Courts are alert to overreach. A report that strays into advocacy, ignores contrary evidence, or relies on assumptions without support will usually be less persuasive.
If the Defence Succeeds: Acquittal vs Special Verdict and What Happens Next
Outcomes depend on whether the case is treated as non-insane automatism or insane automatism.
Non-insane automatism
If accepted, the defendant is acquitted because the conduct is treated as involuntary.
Insane automatism (special verdict)
In the Crown Court, successful insane automatism results in a special verdict of not guilty by reason of insanity.
Following a special verdict, the court must make one of a limited range of orders (hospital order with or without restriction, supervision order, or absolute discharge), as reflected in CPS guidance and the statutory framework.
This is one reason why correctly classifying the defence route matters so much: the consequences can be very different from an unqualified acquittal.
A Practical Checklist for Solicitors: Building an Automatism-ready Instruction
If you are considering an automatism defence, the earliest steps often shape the eventual outcome.
- Lock down the timeline (sleep, meals, medication, alcohol, triggers, onset, recovery).
- Secure contemporaneous records (ambulance, custody healthcare, A&E, bloods).
- Preserve objective evidence (CCTV requests early, phone data, vehicle/telematics if relevant).
- Identify the correct expert discipline (neurology vs psychiatry vs psychology, or more than one).
- Frame instructions around legal questions (control, consciousness, causation, foreseeability, recurrence).
Plan for challenge: anticipate prosecution scrutiny on impairment vs total loss, avoidability, and self-induction.
Relevant Expert Witness Services for Automatism Cases
Automatism cases are rarely “one report and done”. They often involve medical causation, behavioural interpretation, and high scrutiny of objective evidence.
Forensic Defence’s wider expert witness service categories can be viewed here.
Depending on the case theory, the following are commonly relevant:
CCTV enhancement
(where footage is central)
Drink drive BAC calculation
(where alcohol timing/levels are disputed)
The right approach is to match the expert to the mechanism alleged, and to ensure the report answers the court’s real concerns: what caused the state, how it affected control, whether it was foreseeable/avoidable, and what the evidence shows.
Automatism FAQs
Is “I cannot remember” enough for automatism?
No.

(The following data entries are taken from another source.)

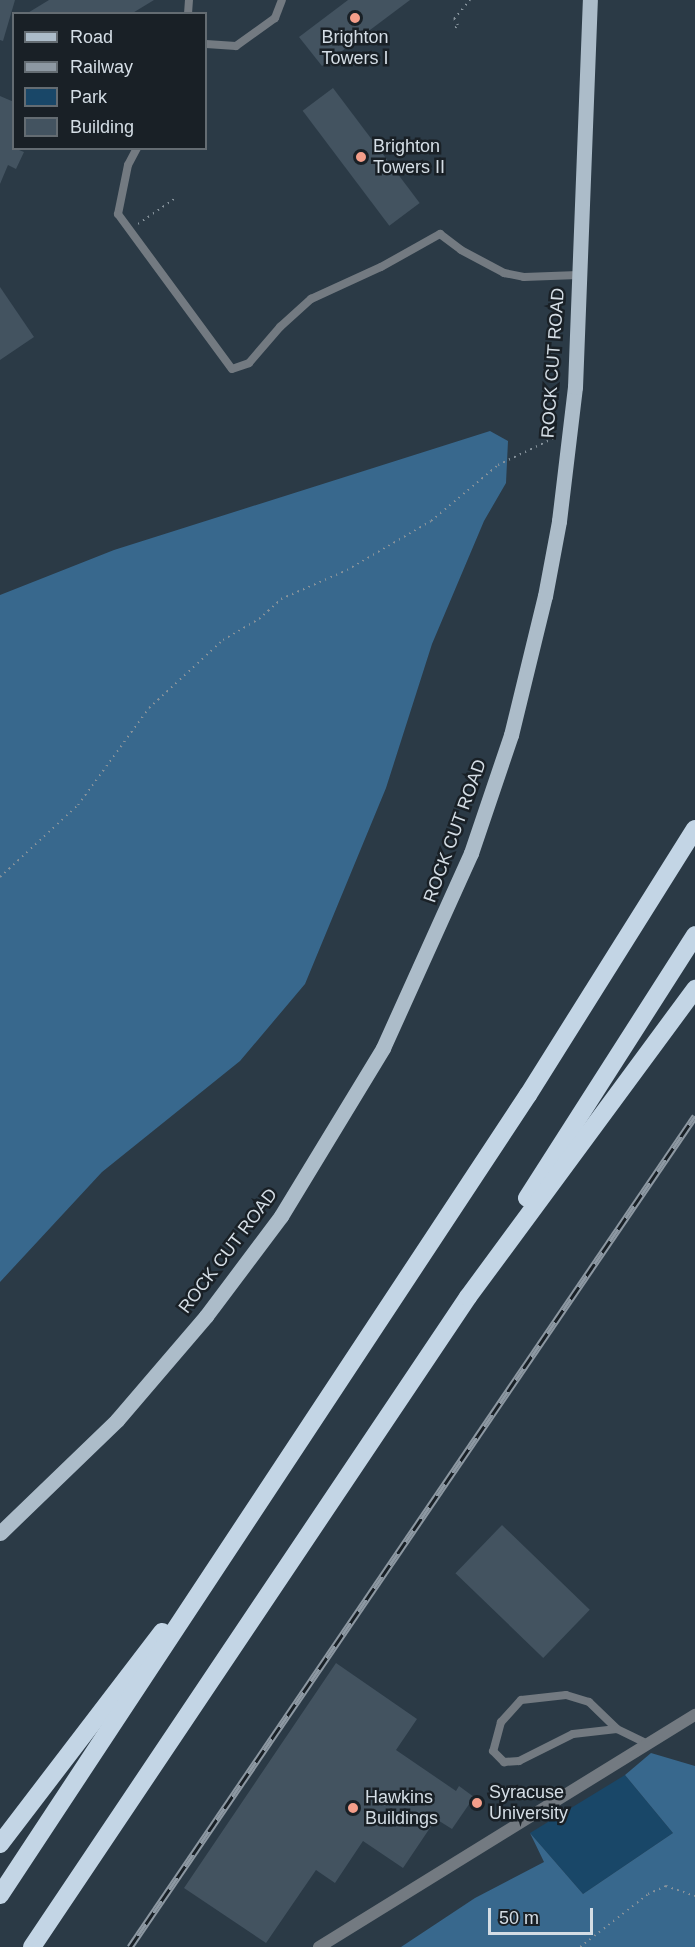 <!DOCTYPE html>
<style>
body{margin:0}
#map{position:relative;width:695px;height:1947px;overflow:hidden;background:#2b3a46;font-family:Helvetica,sans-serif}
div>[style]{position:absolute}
.green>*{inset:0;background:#194768}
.forest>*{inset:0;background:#38688d}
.building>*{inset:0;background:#435360;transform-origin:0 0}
.path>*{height:2px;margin-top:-1px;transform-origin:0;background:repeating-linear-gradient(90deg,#86929b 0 1.5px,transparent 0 6px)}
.service>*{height:8px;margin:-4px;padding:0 4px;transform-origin:4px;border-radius:4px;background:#737a81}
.minor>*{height:12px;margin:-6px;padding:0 6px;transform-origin:6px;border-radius:6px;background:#737a81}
.primary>*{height:15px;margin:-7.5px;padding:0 7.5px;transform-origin:7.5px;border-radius:7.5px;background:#acbcc9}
.motorway>*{height:18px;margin:-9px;padding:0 9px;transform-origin:9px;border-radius:9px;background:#c3d5e5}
.rail>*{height:7px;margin-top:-3.5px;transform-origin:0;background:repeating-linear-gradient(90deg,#192026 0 14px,#8d98a2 0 28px);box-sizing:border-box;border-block:2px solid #8d98a2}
.dots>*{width:16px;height:16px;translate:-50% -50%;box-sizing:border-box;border:3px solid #192026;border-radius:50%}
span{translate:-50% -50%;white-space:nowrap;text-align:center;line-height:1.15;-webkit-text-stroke:5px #192026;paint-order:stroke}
.poi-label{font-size:18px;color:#d4dde5}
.left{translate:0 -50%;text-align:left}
.street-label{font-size:18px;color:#d4dde5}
.legend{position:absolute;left:12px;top:12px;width:195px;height:138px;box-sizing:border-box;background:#192026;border:2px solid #646c72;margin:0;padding:8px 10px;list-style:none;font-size:18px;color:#d4dde5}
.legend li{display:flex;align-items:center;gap:12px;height:30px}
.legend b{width:30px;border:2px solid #646c72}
.scale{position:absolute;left:488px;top:1908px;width:105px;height:27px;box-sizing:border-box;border:3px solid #d4dde5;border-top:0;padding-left:8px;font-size:18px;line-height:21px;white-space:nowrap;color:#d4dde5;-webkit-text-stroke:4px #192026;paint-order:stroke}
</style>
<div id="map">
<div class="green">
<i style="clip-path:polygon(625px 1775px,673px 1833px,583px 1894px,530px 1833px)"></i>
</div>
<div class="forest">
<i style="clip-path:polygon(490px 431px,508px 441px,506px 483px,484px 521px,432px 644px,386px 788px,305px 984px,240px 1061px,102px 1172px,0 1282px,0 595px,114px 550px)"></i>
<i style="clip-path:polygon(651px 1753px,695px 1766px,695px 1947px,401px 1947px,475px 1898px,544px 1862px,530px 1833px,583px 1894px,673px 1833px,625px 1775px)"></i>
</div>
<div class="building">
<i style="clip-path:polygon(0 0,15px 0,3px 41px,0 40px)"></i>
<i style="clip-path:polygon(49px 0,154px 0,131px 14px,26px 14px)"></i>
<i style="clip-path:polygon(348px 0,410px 0,322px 66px,299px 37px)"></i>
<i style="left:333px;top:88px;width:144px;height:38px;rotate:53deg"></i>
<i style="clip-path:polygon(0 96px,14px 102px,14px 148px,24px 152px,16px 169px,8px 165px,0 184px)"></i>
<i style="clip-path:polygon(0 287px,34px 337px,0 360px)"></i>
<i style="left:502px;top:1525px;width:122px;height:67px;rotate:44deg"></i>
<i style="clip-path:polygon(336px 1663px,417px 1719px,396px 1750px,456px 1791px,459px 1786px,474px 1797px,452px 1829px,436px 1819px,403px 1868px,363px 1841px,335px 1883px,316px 1870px,266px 1943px,184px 1888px)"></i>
</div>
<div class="path">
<i style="left:455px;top:28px;width:4px;rotate:-45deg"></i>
<i style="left:458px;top:25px;width:7px;rotate:-124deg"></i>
<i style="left:454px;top:19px;width:25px;rotate:-50deg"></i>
<i style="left:138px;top:224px;width:47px;rotate:-34.7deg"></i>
<i style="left:0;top:877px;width:106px;rotate:-42.7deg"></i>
<i style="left:78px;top:805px;width:120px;rotate:-53.8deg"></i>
<i style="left:149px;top:708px;width:100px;rotate:-42.6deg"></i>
<i style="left:223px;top:640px;width:42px;rotate:-30.3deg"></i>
<i style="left:259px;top:619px;width:30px;rotate:-42deg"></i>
<i style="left:281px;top:599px;width:72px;rotate:-23.7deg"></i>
<i style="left:347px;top:570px;width:97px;rotate:-30.3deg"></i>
<i style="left:431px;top:521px;width:87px;rotate:-39.9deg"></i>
<i style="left:498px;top:465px;width:62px;rotate:-25.7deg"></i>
<i style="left:580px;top:1947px;width:86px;rotate:-37.9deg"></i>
<i style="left:648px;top:1894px;width:20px;rotate:-24deg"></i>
<i style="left:666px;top:1886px;width:31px;rotate:19deg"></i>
</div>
<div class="service">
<i style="left:188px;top:14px;width:14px;rotate:-86deg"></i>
<i style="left:206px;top:44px;width:30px;rotate:4deg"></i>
<i style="left:236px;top:46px;width:48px;rotate:-35.7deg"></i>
<i style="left:275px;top:18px;width:19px;rotate:-69deg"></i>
<i style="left:137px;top:148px;width:19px;rotate:118deg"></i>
<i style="left:128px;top:165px;width:50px;rotate:101.5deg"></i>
<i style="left:118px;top:214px;width:192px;rotate:53.7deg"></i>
<i style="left:232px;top:369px;width:18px;rotate:-19deg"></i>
<i style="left:249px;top:363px;width:48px;rotate:-49.3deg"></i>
<i style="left:280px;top:327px;width:42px;rotate:-42.1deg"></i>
<i style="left:311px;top:299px;width:77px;rotate:-24.6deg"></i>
<i style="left:381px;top:267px;width:68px;rotate:-29.2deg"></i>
<i style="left:440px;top:234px;width:26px;rotate:37deg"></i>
<i style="left:461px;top:250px;width:49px;rotate:28.1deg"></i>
<i style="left:504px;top:273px;width:20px;rotate:11deg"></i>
<i style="left:524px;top:277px;width:54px;rotate:-2.1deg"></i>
<i style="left:617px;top:1729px;width:39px;rotate:-136deg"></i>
<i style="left:589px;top:1702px;width:24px;rotate:-163deg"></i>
<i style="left:566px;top:1695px;width:45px;rotate:173.7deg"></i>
<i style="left:521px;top:1700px;width:30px;rotate:132deg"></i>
<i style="left:501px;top:1722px;width:30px;rotate:105deg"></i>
<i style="left:493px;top:1751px;width:16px;rotate:45deg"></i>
<i style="left:504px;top:1762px;width:15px;rotate:-4deg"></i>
<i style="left:519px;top:1761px;width:60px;rotate:-26.6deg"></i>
<i style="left:573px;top:1734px;width:44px;rotate:-6.5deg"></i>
<i style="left:617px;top:1729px;width:34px;rotate:26deg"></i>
</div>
<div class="minor">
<i style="left:319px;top:1947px;width:442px;rotate:-31.7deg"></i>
</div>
<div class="primary">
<i style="left:0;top:1533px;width:163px;rotate:-44deg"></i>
<i style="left:117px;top:1420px;width:137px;rotate:-49.4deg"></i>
<i style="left:206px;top:1316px;width:125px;rotate:-53.1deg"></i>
<i style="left:281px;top:1216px;width:197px;rotate:-58.7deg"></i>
<i style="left:383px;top:1048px;width:214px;rotate:-65.7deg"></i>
<i style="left:471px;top:853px;width:125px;rotate:-71.3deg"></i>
<i style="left:511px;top:735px;width:143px;rotate:-76.3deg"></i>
<i style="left:545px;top:596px;width:76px;rotate:-79.4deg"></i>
<i style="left:559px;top:521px;width:135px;rotate:-83.2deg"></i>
<i style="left:575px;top:387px;width:387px;rotate:-87.8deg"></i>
</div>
<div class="motorway">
<i style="left:527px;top:1198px;width:312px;rotate:-57.4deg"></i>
<i style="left:0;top:1844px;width:267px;rotate:-52.6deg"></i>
<i style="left:0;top:1895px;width:959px;rotate:-56.58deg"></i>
<i style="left:528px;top:1095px;width:314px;rotate:-57.9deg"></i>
<i style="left:32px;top:1947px;width:783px;rotate:-56.15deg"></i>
<i style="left:468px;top:1297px;width:383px;rotate:-53.6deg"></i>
</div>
<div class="rail">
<i style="left:130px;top:1947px;width:1005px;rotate:-55.79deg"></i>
</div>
<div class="dots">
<i style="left:355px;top:18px;background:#f49e8a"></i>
<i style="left:361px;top:157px;background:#f49e8a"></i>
<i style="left:477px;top:1803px;background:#f49e8a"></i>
<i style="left:353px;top:1808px;background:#f49e8a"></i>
</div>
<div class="poi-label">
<span style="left:355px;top:48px">Brighton<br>Towers I</span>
<span class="left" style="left:373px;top:157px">Brighton<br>Towers II</span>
<span class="left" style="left:489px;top:1803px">Syracuse<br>University</span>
<span class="left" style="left:365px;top:1808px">Hawkins<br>Buildings</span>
</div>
<div class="street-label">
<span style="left:553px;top:363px;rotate:-86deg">ROCK CUT ROAD</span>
<span style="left:455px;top:831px;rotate:-70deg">ROCK CUT ROAD</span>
<span style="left:228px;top:1251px;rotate:-53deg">ROCK CUT ROAD</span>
</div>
<ul class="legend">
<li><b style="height:8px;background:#acbcc9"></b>Road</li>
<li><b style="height:8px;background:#8d98a2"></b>Railway</li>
<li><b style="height:16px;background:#194768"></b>Park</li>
<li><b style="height:16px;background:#435360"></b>Building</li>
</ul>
<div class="scale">50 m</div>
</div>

Memory loss can occur for many reasons. Automatism requires evidence of a state of physical involuntariness and loss of conscious control, not simply amnesia.
Can sleepwalking be non-insane automatism?
Sometimes it may be argued to arise from external causes, but it is heavily fact-dependent. The CPS guidance recognises sleepwalking may occur from external causes and notes it has featured in some sexual offence defences.
Does the defence need expert evidence?
Often, yes. The CPS guidance notes that the judge must decide if there is a proper evidential foundation before leaving automatism to the jury, and that this is likely to involve expert evidence.
What happens if the court treats it as insane automatism?
In the Crown Court, it can lead to a special verdict, and the court then has a limited range of orders available, set out in statute and reflected in CPS guidance.